Ja, Mitspracherechte des Betriebsrats sind wahrscheinlich der einzig wirksame Weg zu einer Kontrolle – und verfassungsrechtlich zulässig. Sie sind auch deshalb wichtig, weil die Betriebsräte damit bessere Möglichkeiten haben, Kernkompetenzen im Unternehmen zu halten und damit die Zukunft zu sichern. Aus meiner Sicht kann es nur dann überhaupt ernsthaft um verfassungsrechtliche Fragen gehen, wenn man die Ausgliederung von Arbeit oder ihre Vergabe an andere Unternehmen zum Mitbestimmungsrecht macht. Auch dann wäre allerdings keine Blockade möglich, kein Vetorecht des Betriebsrats, weil letztlich die Einigungsstelle entscheiden würde. Von daher sehe ich gute Argumente, dass auch ein Mitbestimmungsrecht bei der Fremdvergabe der Verfassung entspricht. Mitbestimmungsrechte sind nicht so eingeschränkt, dass sie nicht in den unternehmerisch- und wirtschaftlichen Bereich eingreifen dürften. Im Gegenteil: Es ist gerade das Ziel der Mitbestimmungsrechte, die unternehmerische Freiheit zu beschränken und den Sozialstaatsgrundsatz zur Geltung zu bringen.

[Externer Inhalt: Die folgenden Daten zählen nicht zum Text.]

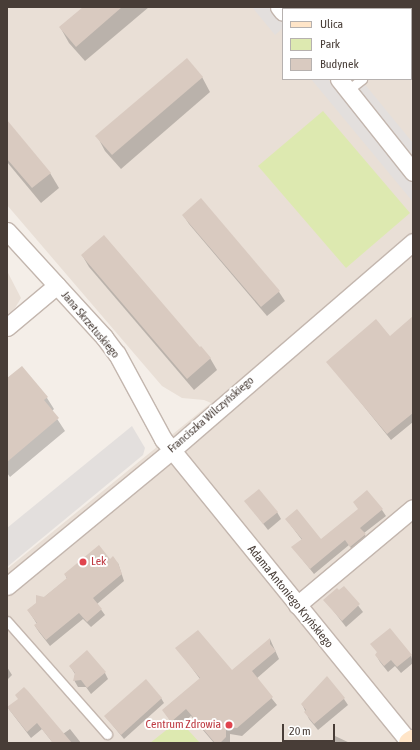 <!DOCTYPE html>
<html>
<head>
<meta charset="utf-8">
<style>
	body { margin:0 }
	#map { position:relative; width:420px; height:750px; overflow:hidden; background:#f4eee8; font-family:"Asap Condensed",sans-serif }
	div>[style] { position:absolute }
	.residential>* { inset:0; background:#e9dfd6 }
	.green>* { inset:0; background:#dde9b0 }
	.parking>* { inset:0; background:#e3dfdd }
	.shadow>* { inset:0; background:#0003 }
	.building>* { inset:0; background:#d9cac0 }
	.roads { filter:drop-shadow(1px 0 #c3b6ae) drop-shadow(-1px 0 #c3b6ae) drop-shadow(0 1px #c3b6ae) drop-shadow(0 -1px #c3b6ae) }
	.lane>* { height:9px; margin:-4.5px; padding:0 4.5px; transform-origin:4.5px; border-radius:4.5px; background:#fff }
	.street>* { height:17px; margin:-8.5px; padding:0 8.5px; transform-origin:8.5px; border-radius:8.5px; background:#fff }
	.secondary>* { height:22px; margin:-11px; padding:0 11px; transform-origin:11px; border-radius:11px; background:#ffe5c8 }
	.dots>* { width:11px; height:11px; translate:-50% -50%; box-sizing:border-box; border:2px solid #fff; border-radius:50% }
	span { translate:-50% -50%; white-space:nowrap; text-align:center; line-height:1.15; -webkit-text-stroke:4px #fff; paint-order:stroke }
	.street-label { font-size:12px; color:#483d37 }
	.health-label { font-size:12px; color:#be3a42 }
	.left { translate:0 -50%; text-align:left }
	.right { translate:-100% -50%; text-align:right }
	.frame { position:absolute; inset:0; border:8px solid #483d37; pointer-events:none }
	.legend { position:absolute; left:282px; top:8px; width:130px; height:72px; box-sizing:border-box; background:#fff; border:1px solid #b6b1af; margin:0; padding:5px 7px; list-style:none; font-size:12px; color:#483d37 }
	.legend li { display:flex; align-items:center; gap:8px; height:20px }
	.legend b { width:20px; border:1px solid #b6b1af }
	.scale { position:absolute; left:282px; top:724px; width:53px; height:18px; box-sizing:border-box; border:2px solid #483d37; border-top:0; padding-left:5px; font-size:12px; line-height:14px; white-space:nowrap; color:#483d37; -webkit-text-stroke:3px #fff; paint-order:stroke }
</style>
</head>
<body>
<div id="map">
	<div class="residential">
		<i style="clip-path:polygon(evenodd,7px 7px,413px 7px,413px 743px,7px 743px,7px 569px,211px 403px,204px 400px,182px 398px,162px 386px,7px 205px,7px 7px,283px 9px,411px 9px,411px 79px,283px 79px,283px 9px)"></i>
		<i style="clip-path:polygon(7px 271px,21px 298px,15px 308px,7px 315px)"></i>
	</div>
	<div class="green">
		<i style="clip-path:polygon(323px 111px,410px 213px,346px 268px,258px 166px)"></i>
		<i style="clip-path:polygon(179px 720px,200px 743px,150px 743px)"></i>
	</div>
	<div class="parking">
		<i style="clip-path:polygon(252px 7px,269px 7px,283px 24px,283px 28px,275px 35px)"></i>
		<i style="clip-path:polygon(311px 79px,328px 79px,413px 182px,413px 202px)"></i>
		<i style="clip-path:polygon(363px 82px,413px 143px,413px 156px,357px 87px)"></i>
		<i style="clip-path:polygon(132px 426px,145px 448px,143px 455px,7px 567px,7px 528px)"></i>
	</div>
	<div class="shadow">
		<i style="clip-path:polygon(84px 7px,149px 7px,85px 61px,69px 43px,60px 27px)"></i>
		<i style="clip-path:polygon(321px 7px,355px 7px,357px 9px,323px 9px)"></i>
		<i style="clip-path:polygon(393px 7px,413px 7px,413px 20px,411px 22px,411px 9px,395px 9px)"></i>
		<i style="clip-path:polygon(202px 77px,210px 92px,121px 169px,105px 151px,97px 136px)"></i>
		<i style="clip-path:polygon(7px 122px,50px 173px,59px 188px,41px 203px,7px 162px)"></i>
		<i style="clip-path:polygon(201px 200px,279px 292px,285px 301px,267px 316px,189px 224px,183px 215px)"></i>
		<i style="clip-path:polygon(82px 255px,200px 348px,210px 358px,217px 370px,194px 390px,89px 267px)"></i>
		<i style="clip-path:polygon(413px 326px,413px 422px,391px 440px,328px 362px,390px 337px)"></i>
		<i style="clip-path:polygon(7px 379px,47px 398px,54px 409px,52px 411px,65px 431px,10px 477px,7px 473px)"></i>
		<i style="clip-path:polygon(250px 507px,277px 512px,281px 519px,268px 530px)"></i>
		<i style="clip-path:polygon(358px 510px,382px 510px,386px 516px,364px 533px,368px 541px,354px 553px,349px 545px,314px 574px,293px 548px,302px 540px,286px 519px,321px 540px)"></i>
		<i style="clip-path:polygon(110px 560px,118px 563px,124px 581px,97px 604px,105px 615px,91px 627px,83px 619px,50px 646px,39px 632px,35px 626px,37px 624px,28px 610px,67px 579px,65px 574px)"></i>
		<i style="clip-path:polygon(344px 587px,363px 612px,346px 627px,325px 600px)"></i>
		<i style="clip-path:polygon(270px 639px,279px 659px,256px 679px,277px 705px,242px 736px,230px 734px,230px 743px,214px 743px,191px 716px,176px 729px,163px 710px,200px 679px,177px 648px,232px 671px)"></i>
		<i style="clip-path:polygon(372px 645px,411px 655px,413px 663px,401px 673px,395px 666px,388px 672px,380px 662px,376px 655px,378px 653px)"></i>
		<i style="clip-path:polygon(70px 666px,105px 673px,108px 679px,91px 694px,86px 687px,78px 687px,74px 680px,75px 674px)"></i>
		<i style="clip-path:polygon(7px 667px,12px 675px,7px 680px)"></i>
		<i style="clip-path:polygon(161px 698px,164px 703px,124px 739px,105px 716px)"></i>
		<i style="clip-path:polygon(344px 699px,348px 705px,318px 730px,309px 719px,302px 704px)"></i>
		<i style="clip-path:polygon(8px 708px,63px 734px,70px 729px,81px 743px,53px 743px,42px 729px,31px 738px)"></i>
		<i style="clip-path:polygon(335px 736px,350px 743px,331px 743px)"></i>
	</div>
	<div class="building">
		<i style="clip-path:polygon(83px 7px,122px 7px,76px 47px,59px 27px)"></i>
		<i style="clip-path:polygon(187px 58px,203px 77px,112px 155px,95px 136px)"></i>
		<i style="clip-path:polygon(7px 120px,51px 173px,32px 188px,7px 159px)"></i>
		<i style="clip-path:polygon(201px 198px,280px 291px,261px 307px,182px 215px)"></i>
		<i style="clip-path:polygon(104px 235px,200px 347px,201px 346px,211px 358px,187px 379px,81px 255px)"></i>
		<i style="clip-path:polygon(413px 316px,413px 413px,387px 434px,326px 362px,376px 319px,390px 336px)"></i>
		<i style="clip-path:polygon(22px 366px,48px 397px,44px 400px,59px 418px,7px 462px,7px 378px)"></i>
		<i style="clip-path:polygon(259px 489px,278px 512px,263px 524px,244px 501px)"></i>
		<i style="clip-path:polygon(367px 490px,383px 509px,360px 528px,366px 534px,350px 547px,345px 540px,310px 569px,291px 547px,302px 539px,285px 519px,297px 509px,321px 539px,358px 509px,353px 502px)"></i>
		<i style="clip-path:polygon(99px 545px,110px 559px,113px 556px,118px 563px,122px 574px,93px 598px,102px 609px,87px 622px,79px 613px,46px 640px,34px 625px,37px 623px,27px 610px,36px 603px,36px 595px,44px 597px,67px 578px,64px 574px)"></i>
		<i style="clip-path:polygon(344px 586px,360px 604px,342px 621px,323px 600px,337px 588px,339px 590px)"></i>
		<i style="clip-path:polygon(390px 628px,412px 655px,397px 667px,391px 660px,384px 666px,375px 655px,377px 652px,370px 644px)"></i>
		<i style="clip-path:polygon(198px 630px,232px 670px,270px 638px,270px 644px,276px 651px,252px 671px,273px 697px,237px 728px,226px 727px,226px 737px,220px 743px,215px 743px,186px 709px,171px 722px,162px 710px,200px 678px,175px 648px)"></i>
		<i style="clip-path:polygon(87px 650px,106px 672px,87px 688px,81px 680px,73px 681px,75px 673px,69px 666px)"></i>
		<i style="clip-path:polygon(327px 676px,345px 698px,314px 724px,304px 712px,306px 710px,301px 704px)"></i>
		<i style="clip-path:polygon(146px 679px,162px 698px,121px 735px,104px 716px)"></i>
		<i style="clip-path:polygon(24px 687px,28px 691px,72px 743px,53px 743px,37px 723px,27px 732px,7px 707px,18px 699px,15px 695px)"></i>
	</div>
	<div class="roads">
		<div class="lane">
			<i style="left:411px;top:36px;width:1px;rotate:-45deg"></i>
			<i style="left:348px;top:90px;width:18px;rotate:-38deg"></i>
			<i style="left:7px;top:621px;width:151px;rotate:48.5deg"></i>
		</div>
		<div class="street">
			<i style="left:279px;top:7px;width:6px;rotate:51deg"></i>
			<i style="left:339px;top:79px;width:119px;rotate:51.5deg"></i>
			<i style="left:7px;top:231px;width:144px;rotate:47.5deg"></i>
			<i style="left:104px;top:337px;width:21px;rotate:53deg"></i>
			<i style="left:117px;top:354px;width:97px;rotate:61.6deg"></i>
			<i style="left:163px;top:439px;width:392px;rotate:50.9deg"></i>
			<i style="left:7px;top:327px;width:65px;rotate:-40deg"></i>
			<i style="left:7px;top:586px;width:214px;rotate:-39.5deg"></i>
			<i style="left:172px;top:450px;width:318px;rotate:-40.8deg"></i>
			<i style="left:297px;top:605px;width:151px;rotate:-39.9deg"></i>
		</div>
		<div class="secondary">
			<i style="left:410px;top:743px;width:4px;rotate:-34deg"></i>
		</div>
	</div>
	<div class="dots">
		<i style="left:83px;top:562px;background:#e0444e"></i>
		<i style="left:229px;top:725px;background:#e0444e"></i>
	</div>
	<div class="street-label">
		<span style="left:90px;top:325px;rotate:50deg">Jana Skrzetuskiego</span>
		<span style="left:211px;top:415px;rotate:-41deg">Franciszka Wilczyńskiego</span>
		<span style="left:290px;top:597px;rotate:51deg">Adama Antoniego Kryńskiego</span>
	</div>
	<div class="health-label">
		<span class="left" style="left:91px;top:562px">Lek</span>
		<span class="right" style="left:221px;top:725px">Centrum Zdrowia</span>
	</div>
	<div class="frame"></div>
	<ul class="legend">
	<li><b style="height:5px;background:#ffe5c8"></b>Ulica</li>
	<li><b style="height:11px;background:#dde9b0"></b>Park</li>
	<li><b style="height:11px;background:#d9cac0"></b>Budynek</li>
	</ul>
	<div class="scale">20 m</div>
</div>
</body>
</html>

Ich sehe gar keine Bedenken, wenn man dem Betriebsrat das Recht gibt, ein bestimmtes Verfahren bei Fremdvergabe durchzusetzen. So etwas gibt es insbesondere in der Automobilindustrie in den sogenannten „Make or Buy“-Betriebsvereinbarungen. Darin werden die Beteiligung und die Rechte des Betriebsrats bei einer Fremdvergabe verbindlich geregelt und auch, welche Kriterien beim Werkvertragsunternehmen einzuhalten sind, wie zum Beispiel die Geltung von Tarifverträgen oder die Existenz eines Betriebsrats.


Wie sieht es denn rechtlich mit einem gesetzlichen Mindestlohn aus?

Beim Mindestlohn sehe ich weder verfassungsrechtliche noch sonstige rechtliche Bedenken. Eine Verletzung des Artikels 12 GG (Berufsfreiheit) ist bei den bisherigen Regelungen zu Mindestentgelten nie ins Feld geführt worden. Artikel 9 Abs. 3 GG schließt ein Tätigwerden des Staates nicht generell aus. Die Tarifvertragsparteien haben zwar einen deutlichen Vorrang, wenn es darum geht, die Arbeitsbeziehungen zu regeln, also auch die Entgelte. Dies ist aber offensichtlich nicht überall möglich. Der gesetzliche Mindestlohn dient dann der Verwirklichung des Sozialstaatsprinzips, mit dem eine gerechte gesellschaftliche Ordnung garantiert wird. Weil Mindestlöhne auch die sozialen Sicherungssysteme, wie Renten- und Krankenversicherung, stabilisieren würden, berühren sie auch das Gemeinwohl, an dem sich der Staat laut Grundgesetz ebenfalls orientieren muss. Der Staat kann also tätig werden, wenn der Schutz der Grundrechte nicht verwirklicht wird.